Friday, Oct. 19, 1962
The Flight of the Five
In Rome last week, the controlling interest in Italinvest, a newly organized food-processing and marketing company, passed into unlikely hands. The purchaser: Hawaii's Castle & Cooke, Inc. through its pineapple-growing subsidiary, the Dole Corp. Along with the other famed old companies that constitute Hawaii's Big Five,* Castle & Cooke was busily transferring as much of its stake as possible away from the land of aloha.
Caught by the Century. Founded by Yankee missionaries and traders in the mid-19th century, the Big Five long turned fat profits with their sugar and pineapple plantations, dominated the economic growth of the islands through intermarriages and interlocking directorates. But with World War II, the 20th century overtook the Big Five with some chilling effects. The unshakable grip that the International Longshoremen's Union won over the islands' agricultural workers forced wages in the pineapple fields up to an average of $1.78 an hour at the very time when low-wage countries, such as Formosa and Malaya, were invading the pineapple market. As a result, Hawaii's share of world pineapple sales fell from 78% in 1952 to 64% in 1960, and it is still slipping. Similarly, high labor costs restricted Hawaiian sugar sales to the protected U.S. market.
To the Big Five's mounting economic discomfiture was added last year a political threat: the state legislature passed an antitrust bill specially aimed at the Big Five.
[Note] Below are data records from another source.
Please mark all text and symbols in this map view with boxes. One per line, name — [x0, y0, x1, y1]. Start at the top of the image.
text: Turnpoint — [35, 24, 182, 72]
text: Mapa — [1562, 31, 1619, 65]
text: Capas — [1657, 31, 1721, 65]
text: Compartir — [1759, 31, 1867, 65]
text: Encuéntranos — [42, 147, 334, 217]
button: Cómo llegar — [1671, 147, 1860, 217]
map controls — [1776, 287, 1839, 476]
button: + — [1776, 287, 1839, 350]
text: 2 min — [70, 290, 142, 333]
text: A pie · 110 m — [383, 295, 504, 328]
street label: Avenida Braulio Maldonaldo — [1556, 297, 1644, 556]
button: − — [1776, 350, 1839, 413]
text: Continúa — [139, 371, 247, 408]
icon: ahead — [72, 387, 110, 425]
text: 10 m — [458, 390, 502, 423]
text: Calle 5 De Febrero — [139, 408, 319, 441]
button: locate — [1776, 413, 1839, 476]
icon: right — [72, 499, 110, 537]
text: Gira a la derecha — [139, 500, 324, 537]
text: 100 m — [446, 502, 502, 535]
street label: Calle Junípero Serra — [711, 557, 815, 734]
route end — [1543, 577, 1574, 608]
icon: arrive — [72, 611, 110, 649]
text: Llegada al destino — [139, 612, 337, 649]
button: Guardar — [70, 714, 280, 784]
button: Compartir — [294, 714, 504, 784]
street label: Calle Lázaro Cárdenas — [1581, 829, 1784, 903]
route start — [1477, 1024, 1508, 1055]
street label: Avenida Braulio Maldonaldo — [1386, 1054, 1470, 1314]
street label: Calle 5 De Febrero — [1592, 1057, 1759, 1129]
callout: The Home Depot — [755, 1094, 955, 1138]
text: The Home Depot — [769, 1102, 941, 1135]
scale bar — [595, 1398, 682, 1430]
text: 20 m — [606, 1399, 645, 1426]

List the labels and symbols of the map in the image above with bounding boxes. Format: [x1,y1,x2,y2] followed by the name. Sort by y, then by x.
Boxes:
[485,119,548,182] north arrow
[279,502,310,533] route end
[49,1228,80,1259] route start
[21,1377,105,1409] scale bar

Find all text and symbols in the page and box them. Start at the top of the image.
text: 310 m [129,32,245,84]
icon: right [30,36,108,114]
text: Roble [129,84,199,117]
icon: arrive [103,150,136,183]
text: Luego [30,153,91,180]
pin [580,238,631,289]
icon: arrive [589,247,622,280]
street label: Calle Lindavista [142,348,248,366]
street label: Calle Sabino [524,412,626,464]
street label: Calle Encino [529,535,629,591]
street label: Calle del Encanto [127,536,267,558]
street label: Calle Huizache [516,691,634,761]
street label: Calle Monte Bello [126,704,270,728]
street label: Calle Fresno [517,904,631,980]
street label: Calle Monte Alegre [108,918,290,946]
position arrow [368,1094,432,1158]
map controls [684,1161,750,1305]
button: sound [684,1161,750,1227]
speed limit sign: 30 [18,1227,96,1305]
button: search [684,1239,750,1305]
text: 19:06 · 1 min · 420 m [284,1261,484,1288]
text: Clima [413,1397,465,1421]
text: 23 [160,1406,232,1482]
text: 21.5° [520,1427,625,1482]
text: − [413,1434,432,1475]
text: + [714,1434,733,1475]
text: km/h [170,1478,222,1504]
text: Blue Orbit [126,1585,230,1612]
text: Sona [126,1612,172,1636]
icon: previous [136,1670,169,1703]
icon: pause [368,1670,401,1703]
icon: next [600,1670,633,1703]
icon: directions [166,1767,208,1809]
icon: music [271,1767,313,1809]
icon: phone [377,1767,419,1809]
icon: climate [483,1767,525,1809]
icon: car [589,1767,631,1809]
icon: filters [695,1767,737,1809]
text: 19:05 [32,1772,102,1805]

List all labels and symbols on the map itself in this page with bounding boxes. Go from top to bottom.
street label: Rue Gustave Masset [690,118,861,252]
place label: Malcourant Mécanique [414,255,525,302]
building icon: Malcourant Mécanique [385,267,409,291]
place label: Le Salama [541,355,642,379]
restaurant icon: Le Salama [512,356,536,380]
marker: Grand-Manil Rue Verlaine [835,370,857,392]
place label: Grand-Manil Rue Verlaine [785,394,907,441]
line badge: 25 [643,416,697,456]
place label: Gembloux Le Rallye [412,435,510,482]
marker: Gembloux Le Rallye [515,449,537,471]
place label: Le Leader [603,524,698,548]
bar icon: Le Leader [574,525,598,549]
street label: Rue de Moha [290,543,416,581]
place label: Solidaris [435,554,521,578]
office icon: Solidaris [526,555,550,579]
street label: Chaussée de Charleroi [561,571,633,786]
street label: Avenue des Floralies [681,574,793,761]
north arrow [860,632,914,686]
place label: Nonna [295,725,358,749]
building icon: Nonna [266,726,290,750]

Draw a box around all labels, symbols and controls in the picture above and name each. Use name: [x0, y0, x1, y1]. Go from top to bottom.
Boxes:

So far, the state attorney general has filed two antitrust suits involving
American Factors; the Big Five have reacted by beginning to cut down on their interlocking directorships.
Better than Death. Not surprisingly, the Big Five, though still continuing to invest in Hawaiian projects, are increasingly looking for new fields abroad. Besides last week's Italian venture, Castle & Cooke has over the past six years built up a thriving fish-cannery business in Oregon; its Bumble Bee canned fish last year accounted for 38% of its $4,600,000 earnings. C. Brewer & Co. has set up cane plantations and sugar refineries in Ecuador, Puerto Rico and Iran. American Factors is developing 1,400,000 acres for agriculture in Australia and is experimenting with raising pineapples in Honduras. Theo. H. Davies has burgeoning sugar and cement operations in the Philippines, and Alexander & Baldwin is reportedly dickering to buy a Manila stevedoring company.
Some Hawaiians fear that the exodus of Big Five capital bodes ill for Hawaii's continued growth. Hawaii's economy, which has recently lost some of its zip, rests precariously on four principal sources of income--sugar, pineapples, tourism, and military spending. Any decrease in agricultural income without offsetting increases in tourism and military spending, would be a serious blow and critics of the Big Five argue that by taking their know-how abroad, the companies may actually help foreign producers to cut into Hawaiian pineapple and sugar sales. In rebuttal, defenders of the Big Five insist that Hawaii's pineapple and sugar industries have been developed about as far as is possible under the prevailing high wage levels. Says Dole Corp.'s President Herbert C. Cornuelle: "It's better for Castle & Cooke to go abroad than to die. This way, at least, money still comes back to Hawaii in dividends."
* The other four: American Factors, Theo. H. Davies & Co., C. Brewer & Co., and Alexander & Baldwin.